Il a le regard perçant et les fesses à l'air dans la joyeuse verdure. C'est le pêcheur à l'épervier, l'un des 2 hommes nus de Frédéric Bazille. Son regard ouvert, à la recherche de l'autre, du poisson ou de l'oiseau, croise le regard des autres personnages ou les analyse.
Avec une présence éclatante du végétal et des jeux de lumière magnifiques, on pense à Chiachio et Gianonne.
Le combattant de bronze de Paul Landowski affronte ici un Goliath minéral et végétal. Dans la relation avec les personnages du Théâtre des Corps Amovibles, l'arme s'est dissoute.
Point n'est besoin de bombarder tous les alentours pour exister.
Oh David, David, quand donc cessera le jeu pervers du bourreau et de la victime ?
Eh oui, elles sont quatre auprès de la fontaine. Parce que les trois belles girondes de Picasso ont invité la Gitane de Manguin. Elles discutent benoitement au coucher de soleil alors que l'eau de la source babille et que la cruche en terre se remplit. Certains murs ocres du village commencent à s'assombrir alors que d'autres reflètent les derniers rayons du soleil. C'est l'heure féminine de la quiétude.

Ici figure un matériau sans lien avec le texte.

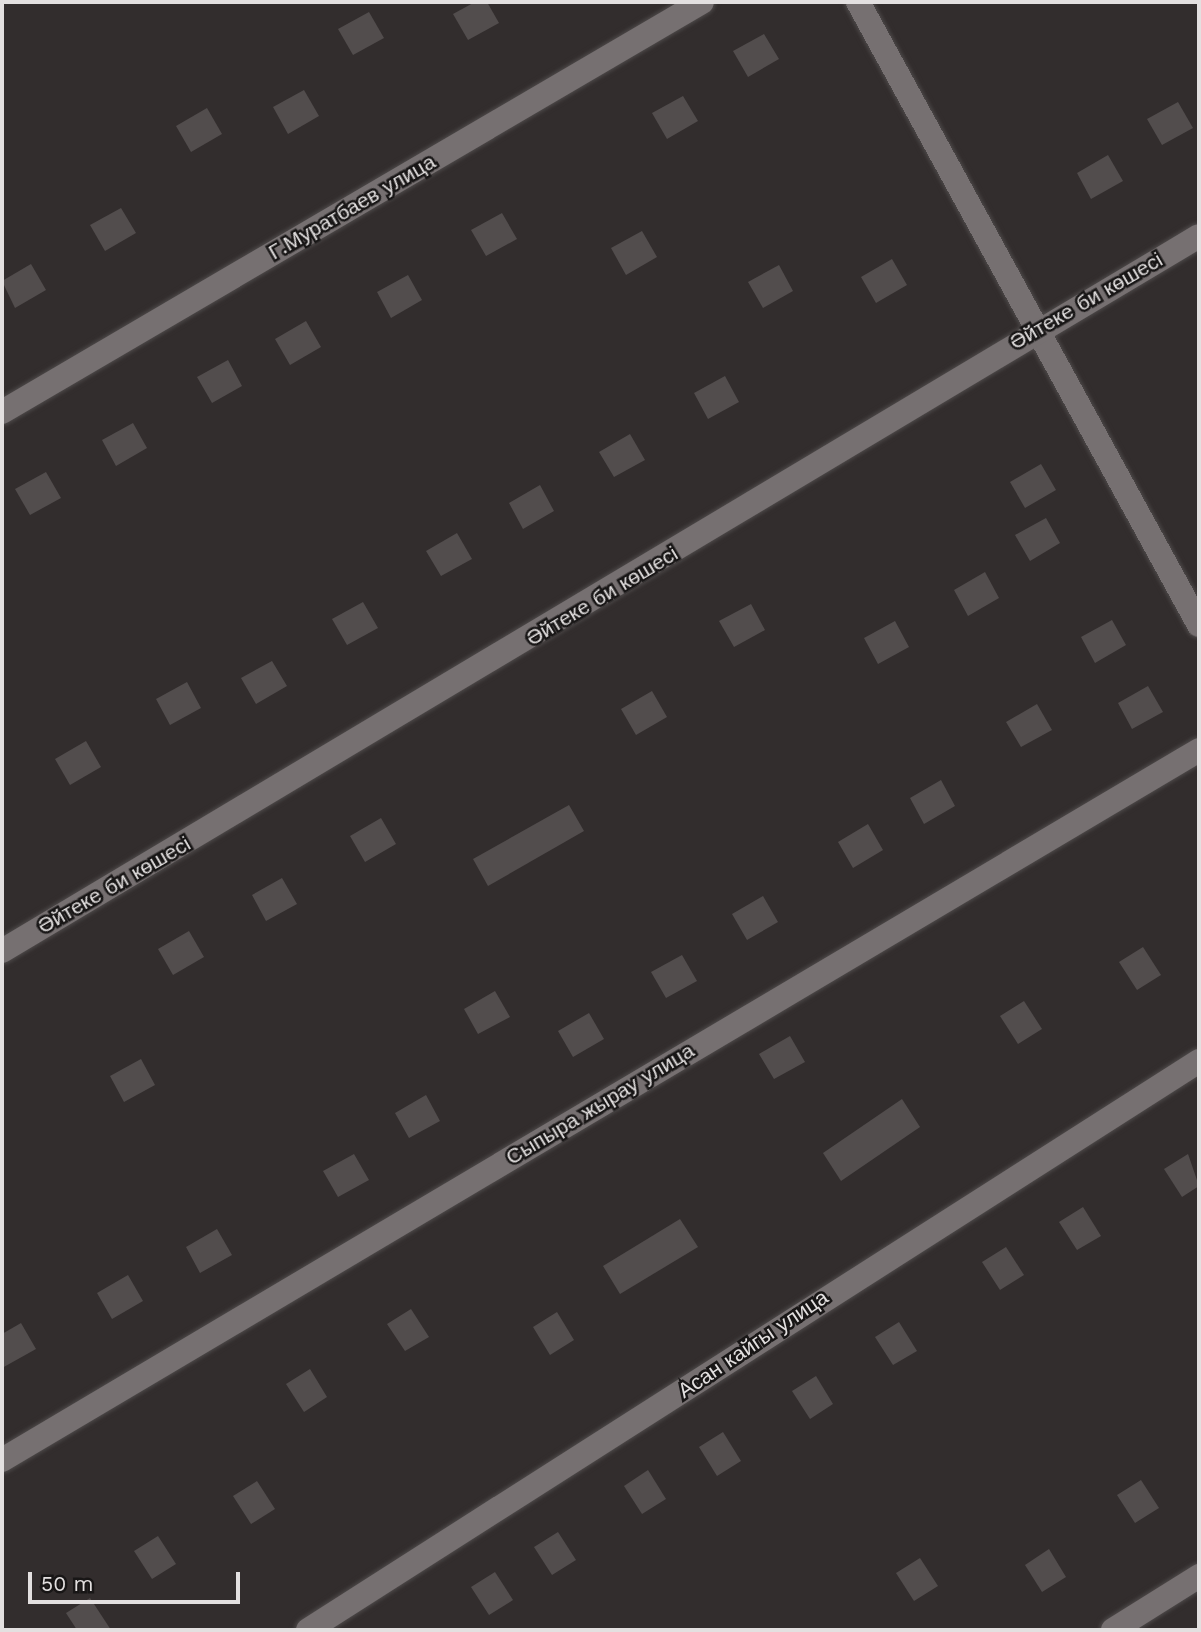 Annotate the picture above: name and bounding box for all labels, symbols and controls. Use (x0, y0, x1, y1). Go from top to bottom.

Bien sûr, auprès de la fontaine, tous les personnages du Théâtre des Corps Amovibles sont venus, qui pour boire un coup, qui pour discuter ou qui simplement pour passer.

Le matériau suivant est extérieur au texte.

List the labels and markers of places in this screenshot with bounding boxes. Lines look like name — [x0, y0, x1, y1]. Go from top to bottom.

Pour débuter l'année, je prends les couleurs d'Henri Manguin quand il peint la Gitane à l'atelier. Il y a là des bonheurs de commencements, des interrogations sur l'à venir, des espoirs en éveil, une envie d'y croire malgré tous les brouillards et les indéfinitions.
C'est l'un des 8 décors de mon théâtre des corps amovibles quiattend encore que les personnages se mettent en mouvement sous les feux de la rampe. Le projet devrait aboutir à la mi-janvier, nous verrons bien.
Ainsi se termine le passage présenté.